Anecdotally, I'm at a larger multinational corporation and our site has been mandating a new RTO policy and have not been granting exceptions based solely on seniority. In my personal opinion I believe it's mostly a soft layoff, so they can approve exceptions on a case-by-case basis.

Jagerbizzle 5 days ago | parent [-]

No disagreements there (I'm at Microsoft). I should also note that in the part of the org I work, exceptions are re-evaluated every quarter.

geodel 5 days ago | parent [-]

Indeed. Apart from really aggressive, "love the bad press" type of employers most would try to appear reasonable from outside while largely rejecting wfh/remote requests lasting more than few months.
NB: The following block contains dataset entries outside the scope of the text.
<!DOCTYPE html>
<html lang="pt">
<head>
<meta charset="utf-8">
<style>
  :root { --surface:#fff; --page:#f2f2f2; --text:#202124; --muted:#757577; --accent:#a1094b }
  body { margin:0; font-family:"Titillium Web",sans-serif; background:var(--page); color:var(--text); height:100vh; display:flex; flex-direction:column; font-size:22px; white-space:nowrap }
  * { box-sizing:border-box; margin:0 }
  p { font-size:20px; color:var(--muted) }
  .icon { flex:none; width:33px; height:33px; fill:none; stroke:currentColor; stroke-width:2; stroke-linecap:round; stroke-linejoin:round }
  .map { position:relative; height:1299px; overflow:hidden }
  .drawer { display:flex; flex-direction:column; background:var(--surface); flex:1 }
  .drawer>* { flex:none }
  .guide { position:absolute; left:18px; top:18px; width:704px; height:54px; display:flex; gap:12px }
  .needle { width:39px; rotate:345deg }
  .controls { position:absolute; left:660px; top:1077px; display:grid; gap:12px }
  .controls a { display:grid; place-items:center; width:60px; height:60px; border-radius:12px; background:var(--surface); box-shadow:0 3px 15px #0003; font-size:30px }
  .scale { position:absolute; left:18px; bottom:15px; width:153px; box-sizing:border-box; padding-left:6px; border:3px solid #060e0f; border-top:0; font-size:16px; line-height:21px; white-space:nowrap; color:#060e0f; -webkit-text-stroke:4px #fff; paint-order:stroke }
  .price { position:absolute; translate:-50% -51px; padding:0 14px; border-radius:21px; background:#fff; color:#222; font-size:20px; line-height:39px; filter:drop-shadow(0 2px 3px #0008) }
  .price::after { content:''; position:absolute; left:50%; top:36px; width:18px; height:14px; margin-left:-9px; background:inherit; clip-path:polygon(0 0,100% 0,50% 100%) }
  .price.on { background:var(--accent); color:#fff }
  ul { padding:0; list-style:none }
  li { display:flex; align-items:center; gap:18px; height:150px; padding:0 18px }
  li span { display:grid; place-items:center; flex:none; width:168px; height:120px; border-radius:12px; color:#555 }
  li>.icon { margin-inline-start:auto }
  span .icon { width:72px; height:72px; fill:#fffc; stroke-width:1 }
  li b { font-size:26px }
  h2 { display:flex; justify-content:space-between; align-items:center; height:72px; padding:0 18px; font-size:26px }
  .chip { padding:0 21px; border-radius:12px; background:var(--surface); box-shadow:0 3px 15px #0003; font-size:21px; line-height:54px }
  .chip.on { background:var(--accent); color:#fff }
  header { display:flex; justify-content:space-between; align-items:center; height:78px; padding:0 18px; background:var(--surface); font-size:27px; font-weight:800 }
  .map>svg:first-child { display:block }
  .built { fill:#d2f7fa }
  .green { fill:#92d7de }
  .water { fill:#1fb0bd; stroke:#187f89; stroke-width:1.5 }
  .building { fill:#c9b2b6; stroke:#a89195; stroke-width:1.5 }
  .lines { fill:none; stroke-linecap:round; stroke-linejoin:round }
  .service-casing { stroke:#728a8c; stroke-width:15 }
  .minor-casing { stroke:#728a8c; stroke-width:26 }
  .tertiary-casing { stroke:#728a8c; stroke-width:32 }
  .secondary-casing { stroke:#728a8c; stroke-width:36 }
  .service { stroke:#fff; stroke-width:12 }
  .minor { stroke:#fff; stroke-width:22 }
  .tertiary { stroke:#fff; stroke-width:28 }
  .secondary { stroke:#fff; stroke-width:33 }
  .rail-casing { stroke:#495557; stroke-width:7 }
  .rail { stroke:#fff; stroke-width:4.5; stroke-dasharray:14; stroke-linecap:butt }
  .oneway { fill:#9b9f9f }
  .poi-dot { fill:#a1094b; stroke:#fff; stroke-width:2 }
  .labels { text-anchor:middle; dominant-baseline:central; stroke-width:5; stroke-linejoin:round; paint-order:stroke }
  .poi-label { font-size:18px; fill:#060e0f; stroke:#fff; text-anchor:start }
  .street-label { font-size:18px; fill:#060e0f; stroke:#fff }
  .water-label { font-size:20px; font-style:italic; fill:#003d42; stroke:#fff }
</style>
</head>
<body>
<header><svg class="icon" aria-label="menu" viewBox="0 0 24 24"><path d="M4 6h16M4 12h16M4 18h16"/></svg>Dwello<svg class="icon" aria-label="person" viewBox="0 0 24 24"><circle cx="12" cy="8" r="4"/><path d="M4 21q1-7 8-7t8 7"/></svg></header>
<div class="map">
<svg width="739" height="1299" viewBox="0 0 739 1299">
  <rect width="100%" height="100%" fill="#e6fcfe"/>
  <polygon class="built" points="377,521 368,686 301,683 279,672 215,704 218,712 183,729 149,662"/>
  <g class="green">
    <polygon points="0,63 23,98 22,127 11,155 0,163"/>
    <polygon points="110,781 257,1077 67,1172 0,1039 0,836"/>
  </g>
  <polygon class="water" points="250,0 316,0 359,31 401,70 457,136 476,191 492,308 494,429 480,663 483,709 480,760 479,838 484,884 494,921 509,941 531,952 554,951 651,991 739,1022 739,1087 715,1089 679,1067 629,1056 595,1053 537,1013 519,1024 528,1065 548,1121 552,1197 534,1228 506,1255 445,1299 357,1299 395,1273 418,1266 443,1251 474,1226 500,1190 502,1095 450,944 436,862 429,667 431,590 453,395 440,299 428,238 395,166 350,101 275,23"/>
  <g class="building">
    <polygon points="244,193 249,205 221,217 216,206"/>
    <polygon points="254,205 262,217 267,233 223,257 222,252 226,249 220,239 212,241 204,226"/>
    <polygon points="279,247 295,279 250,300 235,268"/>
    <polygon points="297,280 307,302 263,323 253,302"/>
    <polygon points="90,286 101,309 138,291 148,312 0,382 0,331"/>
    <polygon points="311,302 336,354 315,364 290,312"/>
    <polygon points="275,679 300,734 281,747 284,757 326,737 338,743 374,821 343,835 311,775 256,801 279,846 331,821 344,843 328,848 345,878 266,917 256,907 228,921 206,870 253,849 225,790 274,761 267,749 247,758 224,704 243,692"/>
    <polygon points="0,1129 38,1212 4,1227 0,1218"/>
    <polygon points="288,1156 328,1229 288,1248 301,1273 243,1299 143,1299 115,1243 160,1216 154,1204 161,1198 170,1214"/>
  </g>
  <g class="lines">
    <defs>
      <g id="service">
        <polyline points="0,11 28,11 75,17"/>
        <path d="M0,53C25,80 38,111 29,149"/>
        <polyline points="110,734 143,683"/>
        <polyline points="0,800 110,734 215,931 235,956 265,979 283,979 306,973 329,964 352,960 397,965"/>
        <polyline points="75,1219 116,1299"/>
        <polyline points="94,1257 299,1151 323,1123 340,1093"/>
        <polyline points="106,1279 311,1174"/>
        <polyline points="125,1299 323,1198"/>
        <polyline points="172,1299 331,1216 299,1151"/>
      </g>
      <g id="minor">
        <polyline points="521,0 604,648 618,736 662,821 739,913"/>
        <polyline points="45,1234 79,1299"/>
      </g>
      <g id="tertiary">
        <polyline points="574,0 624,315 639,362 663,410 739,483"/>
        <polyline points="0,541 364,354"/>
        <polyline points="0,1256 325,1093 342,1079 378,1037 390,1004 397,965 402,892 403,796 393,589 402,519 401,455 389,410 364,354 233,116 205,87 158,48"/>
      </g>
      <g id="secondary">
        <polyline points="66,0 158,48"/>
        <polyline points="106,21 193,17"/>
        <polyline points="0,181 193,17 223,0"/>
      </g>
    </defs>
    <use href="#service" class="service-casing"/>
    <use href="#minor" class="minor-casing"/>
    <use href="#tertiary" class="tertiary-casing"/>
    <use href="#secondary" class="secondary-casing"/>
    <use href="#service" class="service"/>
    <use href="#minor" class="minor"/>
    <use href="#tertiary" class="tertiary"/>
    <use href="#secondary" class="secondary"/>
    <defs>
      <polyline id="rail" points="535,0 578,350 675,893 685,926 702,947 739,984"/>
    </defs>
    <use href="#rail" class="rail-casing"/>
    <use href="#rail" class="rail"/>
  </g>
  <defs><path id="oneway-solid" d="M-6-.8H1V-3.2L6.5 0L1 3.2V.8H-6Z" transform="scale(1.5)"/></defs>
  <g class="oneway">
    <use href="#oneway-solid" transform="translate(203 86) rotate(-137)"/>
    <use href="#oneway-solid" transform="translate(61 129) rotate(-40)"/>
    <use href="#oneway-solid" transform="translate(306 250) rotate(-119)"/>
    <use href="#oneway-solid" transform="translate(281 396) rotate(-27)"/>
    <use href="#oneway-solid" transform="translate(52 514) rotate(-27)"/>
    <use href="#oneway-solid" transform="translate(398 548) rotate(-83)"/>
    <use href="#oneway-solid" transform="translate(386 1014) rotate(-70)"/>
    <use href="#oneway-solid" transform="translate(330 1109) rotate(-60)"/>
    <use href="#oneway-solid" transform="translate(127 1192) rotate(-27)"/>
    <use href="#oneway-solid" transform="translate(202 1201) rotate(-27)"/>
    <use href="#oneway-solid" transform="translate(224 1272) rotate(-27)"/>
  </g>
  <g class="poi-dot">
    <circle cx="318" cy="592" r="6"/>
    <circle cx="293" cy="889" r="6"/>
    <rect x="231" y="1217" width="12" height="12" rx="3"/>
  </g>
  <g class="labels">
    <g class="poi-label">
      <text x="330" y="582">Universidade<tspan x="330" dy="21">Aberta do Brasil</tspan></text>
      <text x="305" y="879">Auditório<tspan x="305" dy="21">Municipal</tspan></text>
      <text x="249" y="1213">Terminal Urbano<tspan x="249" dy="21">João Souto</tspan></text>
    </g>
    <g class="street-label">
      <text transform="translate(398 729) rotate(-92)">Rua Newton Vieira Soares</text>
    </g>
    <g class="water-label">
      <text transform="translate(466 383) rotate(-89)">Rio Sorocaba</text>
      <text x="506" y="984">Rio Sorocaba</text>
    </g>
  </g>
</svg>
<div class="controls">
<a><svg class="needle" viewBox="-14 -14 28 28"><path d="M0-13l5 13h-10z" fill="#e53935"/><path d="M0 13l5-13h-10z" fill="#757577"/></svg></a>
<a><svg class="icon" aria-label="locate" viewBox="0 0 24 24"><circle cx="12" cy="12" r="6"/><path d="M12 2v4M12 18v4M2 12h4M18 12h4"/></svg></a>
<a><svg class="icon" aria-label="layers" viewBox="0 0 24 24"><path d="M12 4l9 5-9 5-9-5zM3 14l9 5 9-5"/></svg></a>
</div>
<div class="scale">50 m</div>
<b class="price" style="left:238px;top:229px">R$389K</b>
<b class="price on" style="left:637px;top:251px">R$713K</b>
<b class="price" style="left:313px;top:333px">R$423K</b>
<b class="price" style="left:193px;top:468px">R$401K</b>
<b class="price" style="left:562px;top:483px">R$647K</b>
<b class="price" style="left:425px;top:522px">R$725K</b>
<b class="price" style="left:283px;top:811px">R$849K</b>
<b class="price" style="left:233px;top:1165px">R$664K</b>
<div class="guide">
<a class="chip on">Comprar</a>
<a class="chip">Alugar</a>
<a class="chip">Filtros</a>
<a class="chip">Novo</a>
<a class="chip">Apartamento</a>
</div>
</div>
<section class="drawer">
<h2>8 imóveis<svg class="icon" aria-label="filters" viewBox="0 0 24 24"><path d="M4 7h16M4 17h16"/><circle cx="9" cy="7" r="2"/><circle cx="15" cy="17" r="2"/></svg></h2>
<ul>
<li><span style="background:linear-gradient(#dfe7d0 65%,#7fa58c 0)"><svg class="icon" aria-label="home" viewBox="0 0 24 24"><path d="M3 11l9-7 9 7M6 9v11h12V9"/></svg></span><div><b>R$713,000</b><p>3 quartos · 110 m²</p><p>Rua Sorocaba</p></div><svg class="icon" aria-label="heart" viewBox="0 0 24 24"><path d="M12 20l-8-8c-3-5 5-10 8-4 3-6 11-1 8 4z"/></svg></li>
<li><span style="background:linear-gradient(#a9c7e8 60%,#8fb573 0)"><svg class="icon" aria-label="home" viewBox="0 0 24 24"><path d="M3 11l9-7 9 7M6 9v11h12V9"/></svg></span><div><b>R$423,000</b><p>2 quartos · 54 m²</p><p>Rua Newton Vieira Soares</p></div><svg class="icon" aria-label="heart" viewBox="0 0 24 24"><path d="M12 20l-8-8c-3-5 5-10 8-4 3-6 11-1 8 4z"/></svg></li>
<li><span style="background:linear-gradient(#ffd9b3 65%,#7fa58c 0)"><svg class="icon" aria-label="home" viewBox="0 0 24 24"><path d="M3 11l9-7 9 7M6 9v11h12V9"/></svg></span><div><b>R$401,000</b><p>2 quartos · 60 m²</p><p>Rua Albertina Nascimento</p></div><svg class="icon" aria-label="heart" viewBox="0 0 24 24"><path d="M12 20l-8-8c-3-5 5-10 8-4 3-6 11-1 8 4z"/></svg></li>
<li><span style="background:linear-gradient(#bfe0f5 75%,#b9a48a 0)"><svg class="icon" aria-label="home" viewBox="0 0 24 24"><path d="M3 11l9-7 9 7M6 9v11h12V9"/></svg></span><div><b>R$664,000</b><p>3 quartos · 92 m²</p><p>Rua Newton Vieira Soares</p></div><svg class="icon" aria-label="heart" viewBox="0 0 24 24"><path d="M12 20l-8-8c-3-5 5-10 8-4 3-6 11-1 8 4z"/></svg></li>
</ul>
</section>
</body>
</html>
nlawalker 5 days ago | parent | prev [-]

I don't think I'd call it meaningless; this sets the new default for the many orgs who haven't set a mandate already, and it seems to indicate that exceptions will now be harder to get.

Jagerbizzle 5 days ago | parent [-]

Fair point. I've wasted way too much time arguing about this in my org. The messaging is effectively that the "data" (which is never presented to anyone) indicates on-site is better, and if you disagree, feel free to go test the job market.